Bug 2107110

Summary: [GSS] MDS is behind on trimming and it's degraded
Product: [Red Hat Storage] Red Hat OpenShift Data Foundation Reporter: Priya Pandey <prpandey>
Component: cephAssignee: Patrick Donnelly <pdonnell>
ceph sub component: CephFS QA Contact: avdhoot <asagare>
Status: CLOSED INSUFFICIENT_DATA Docs Contact:
Severity: medium    
Priority: medium CC: andbartl, asagare, bhull, bkunal, bniver, gfarnum, g.wiersma, hnallurv, hyelloji, joboyer, mduasope, muagarwa, nojha, ocs-bugs, odf-bz-bot, pdonnell, sheggodu, tnielsen, vshankar, vshrivas, vumrao
Version: 4.9   
Target Milestone: ---   
Target Release: ---   
Hardware: Unspecified   
OS: Unspecified   
Whiteboard:
Fixed In Version: Doc Type: If docs needed, set a value
Doc Text:
Story Points: ---
Clone Of: Environment:
Last Closed: 2023-03-10 15:27:49 UTC Type: Bug
Regression: --- Mount Type: ---
Documentation: --- CRM:
Verified Versions: Category: ---
oVirt Team: --- RHEL 7.3 requirements from Atomic Host:
Cloudforms Team: --- Target Upstream Version:
Embargoed:
Bug Depends On: 2109703, 2130125    
Bug Blocks:    

Description Priya Pandey 2022-07-14 11:23:56 UTC
Description of problem (please be detailed as possible and provide log
snippets):

- MDS is behind on trimming and it's degraded.

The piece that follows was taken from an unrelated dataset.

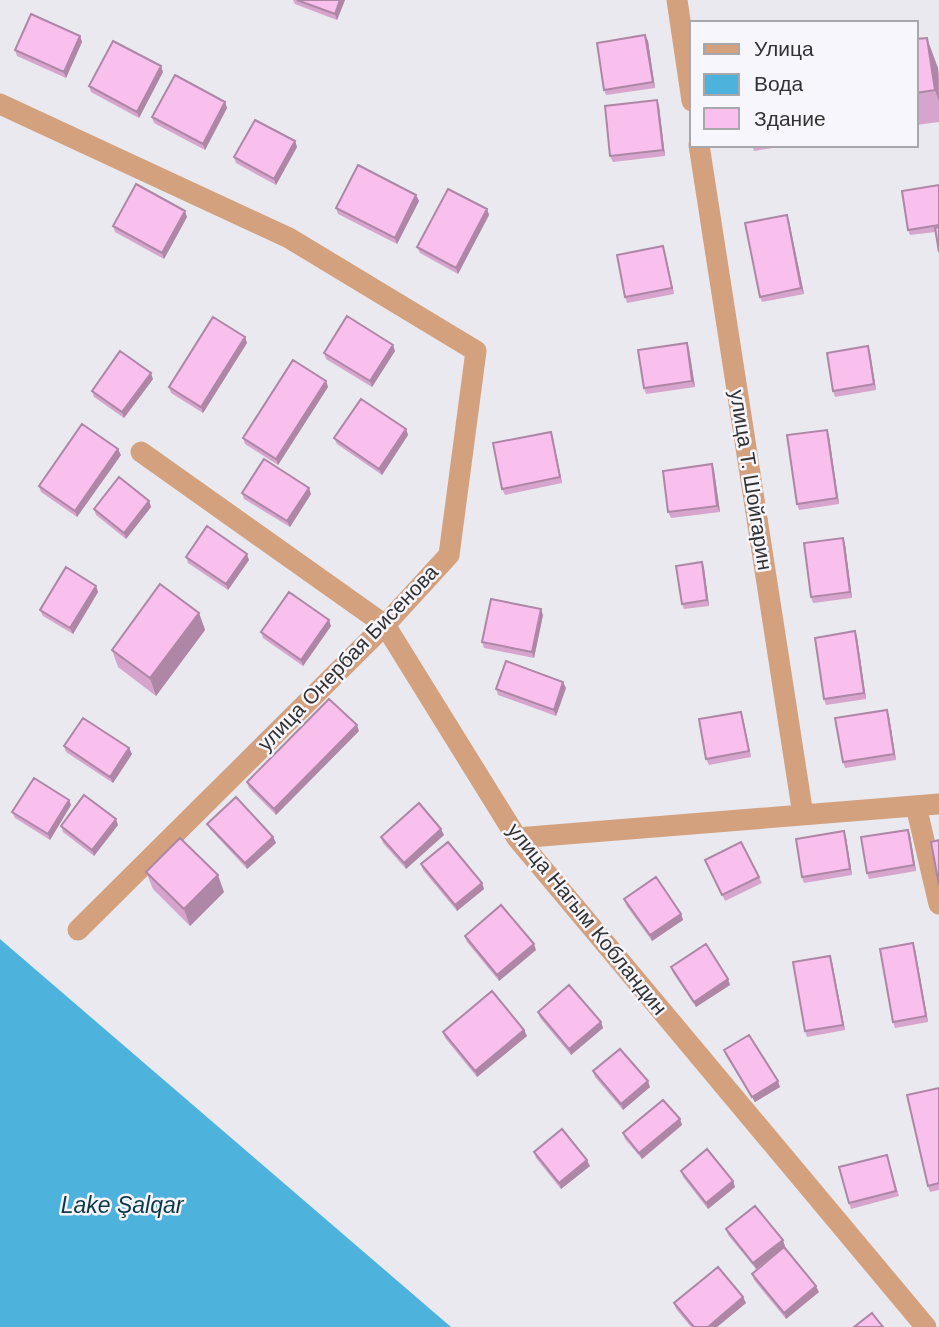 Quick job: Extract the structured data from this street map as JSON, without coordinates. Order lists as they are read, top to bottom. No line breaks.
{"streets":{"street":["улица Т. Шойгарин","улица Онербая Бисенова","улица Нагым Кобландин"]},"crossings":[["улица Онербая Бисенова","улица Нагым Кобландин"]],"water":["Lake Şalqar"],"legend":["Улица","Вода","Здание"]} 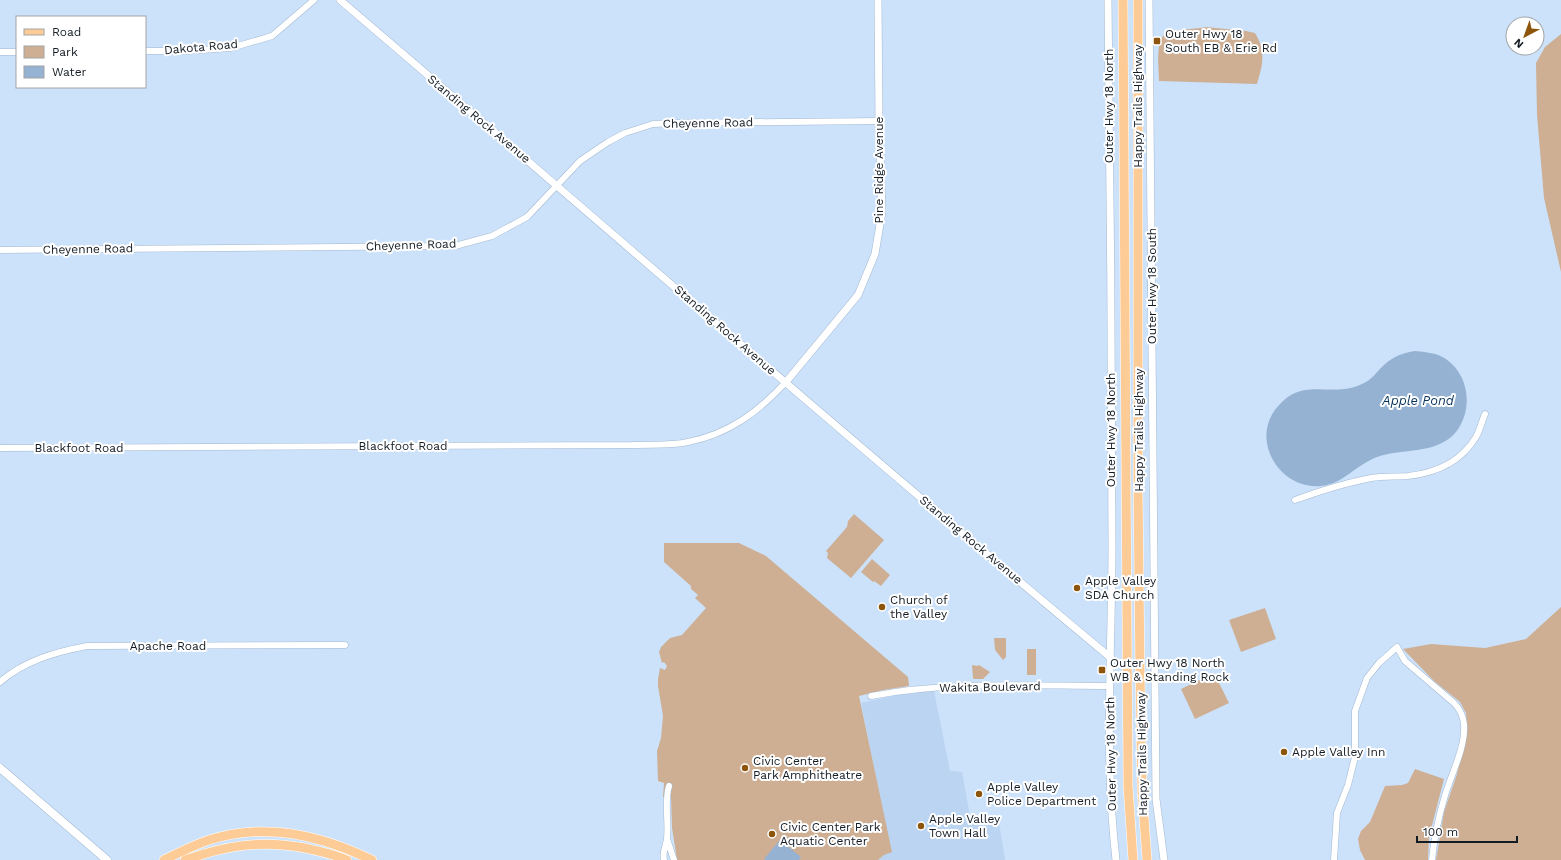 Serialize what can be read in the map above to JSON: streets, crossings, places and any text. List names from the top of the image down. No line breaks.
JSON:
{"streets":{"main road":["Happy Trails Highway"],"street":["Dakota Road","Outer Hwy 18 North","Standing Rock Avenue","Cheyenne Road","Pine Ridge Avenue","Outer Hwy 18 South","Blackfoot Road","Apache Road","Wakita Boulevard"]},"crossings":[["Outer Hwy 18 North","Standing Rock Avenue"],["Outer Hwy 18 North","Wakita Boulevard"],["Standing Rock Avenue","Cheyenne Road"],["Standing Rock Avenue","Pine Ridge Avenue"],["Standing Rock Avenue","Blackfoot Road"],["Cheyenne Road","Pine Ridge Avenue"],["Pine Ridge Avenue","Blackfoot Road"]],"water":["Apple Pond"],"places":{"transit":["Outer Hwy 18 South EB & Erie Rd","Outer Hwy 18 North WB & Standing Rock"],"other":["Apple Valley SDA Church","Church of the Valley","Apple Valley Inn","Civic Center Park Amphitheatre","Apple Valley Police Department","Apple Valley Town Hall","Civic Center Park Aquatic Center"]},"legend":["Road","Park","Water"],"scale_bar":"100 m","north":"bottom left"}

--------------------------------------
HEALTH_WARN 1 filesystem is degraded; 2 clients failing to respond to cache pressure; 1 MDSs behind on trimming
[WRN] FS_DEGRADED: 1 filesystem is degraded
    fs ocs-storagecluster-cephfilesystem is degraded
[WRN] MDS_CLIENT_RECALL: 2 clients failing to respond to cache pressure
    mds.ocs-storagecluster-cephfilesystem-a(mds.0): Client pqcn01w3354.isl.belastingdienst.nl:csi-cephfs-node failing to respond to cache pressure client_id: 19984715
    mds.ocs-storagecluster-cephfilesystem-a(mds.0): Client pwcn01w3359.isl.belastingdienst.nl:csi-cephfs-node failing to respond to cache pressure client_id: 19995583
[WRN] MDS_TRIM: 1 MDSs behind on trimming
    mds.ocs-storagecluster-cephfilesystem-a(mds.0): Behind on trimming (514/256) max_segments: 256, num_segments: 514
--------------------------------------

- Cu has recently upgraded the cluster from v4.8.11 to v4.9.7, after that MDS is having issues.

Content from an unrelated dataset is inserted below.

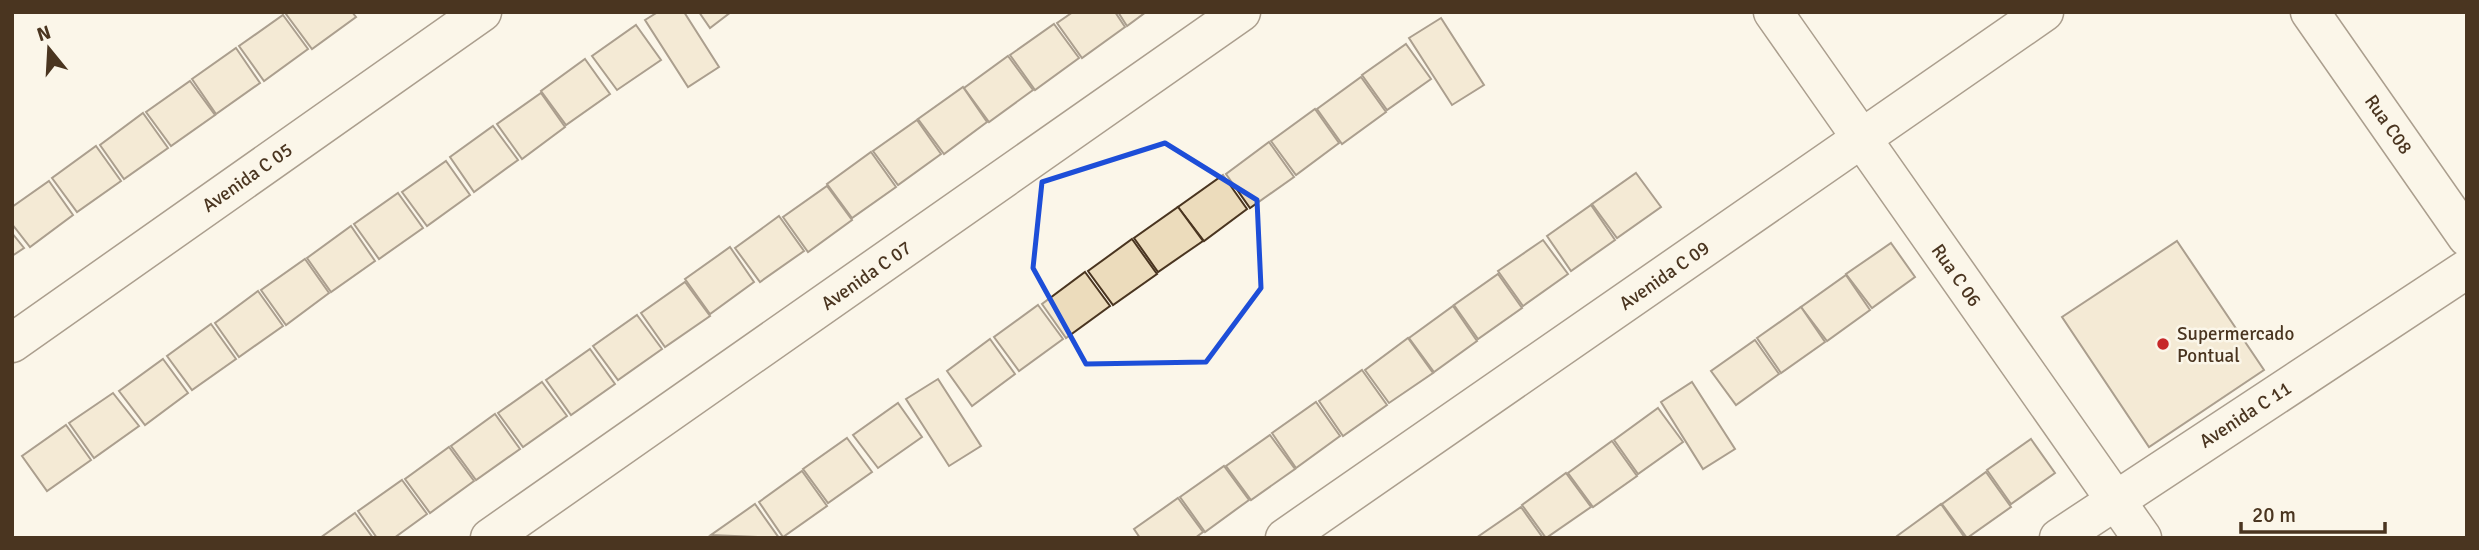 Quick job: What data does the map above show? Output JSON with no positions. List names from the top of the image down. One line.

- The ceph status was healthy before the upgrade and the current status is healthy: 

--------------------------------------
  cluster:
    id:     6e9995b1-8e3f-4bfe-b883-a92d1dfeb68d
    health: HEALTH_WARN
            1 filesystem is degraded
            2 clients failing to respond to cache pressure
 
  services:
    mon: 3 daemons, quorum b,f,i (age 25h)
    mgr: a(active, since 22h)
    mds: 1/1 daemons up, 1 standby
    osd: 3 osds: 3 up (since 25h), 3 in (since 9M)
 
  data:
    volumes: 0/1 healthy, 1 recovering
    pools:   11 pools, 273 pgs
    objects: 6.27M objects, 315 GiB
    usage:   1.9 TiB used, 10 TiB / 12 TiB avail
    pgs:     273 active+clean
--------------------------------------

Version of all relevant components (if applicable):
v4.9.7


Does this issue impact your ability to continue to work with the product
(please explain in detail what is the user impact)?

- The PVC provisioning from cephfs is not working.

- Also, some pods are failing to mount the cephfs.

Is there any workaround available to the best of your knowledge?

N/A

Rate from 1 - 5 the complexity of the scenario you performed that caused this
bug (1 - very simple, 5 - very complex)?
N/A

Can this issue reproducible?
N/A

Can this issue reproduce from the UI?
N/A

If this is a regression, please provide more details to justify this:
N/A

Steps to Reproduce:
N/A


Actual results:

- The MDS MDS is behind on trimming and degraded.


Expected results:

- MDS should be working fine.

Additional info:

In the next comments

Comment 4 Gerben Wiersma 2022-07-14 12:17:28 UTC
Latest CEPH health detail output:

ceph health detail
HEALTH_WARN 1 filesystem is degraded; 2 clients failing to respond to cache pressure; 1 MDSs behind on trimming
[WRN] FS_DEGRADED: 1 filesystem is degraded
    fs ocs-storagecluster-cephfilesystem is degraded
[WRN] MDS_CLIENT_RECALL: 2 clients failing to respond to cache pressure
    mds.ocs-storagecluster-cephfilesystem-a(mds.0): Client pqcn01w3354.isl.belastingdienst.nl:csi-cephfs-node failing to respond to cache pressure client_id: 19984715
    mds.ocs-storagecluster-cephfilesystem-a(mds.0): Client pwcn01w3359.isl.belastingdienst.nl:csi-cephfs-node failing to respond to cache pressure client_id: 19995583
[WRN] MDS_TRIM: 1 MDSs behind on trimming
    mds.ocs-storagecluster-cephfilesystem-a(mds.0): Behind on trimming (515/256) max_segments: 256, num_segments: 515

Comment 8 Varsha Shrivastava 2022-07-15 09:52:09 UTC
Team,

Customer is eagerly looking for a fix on priority owing downtime since last Tuesday, Can you please help us with tentative update?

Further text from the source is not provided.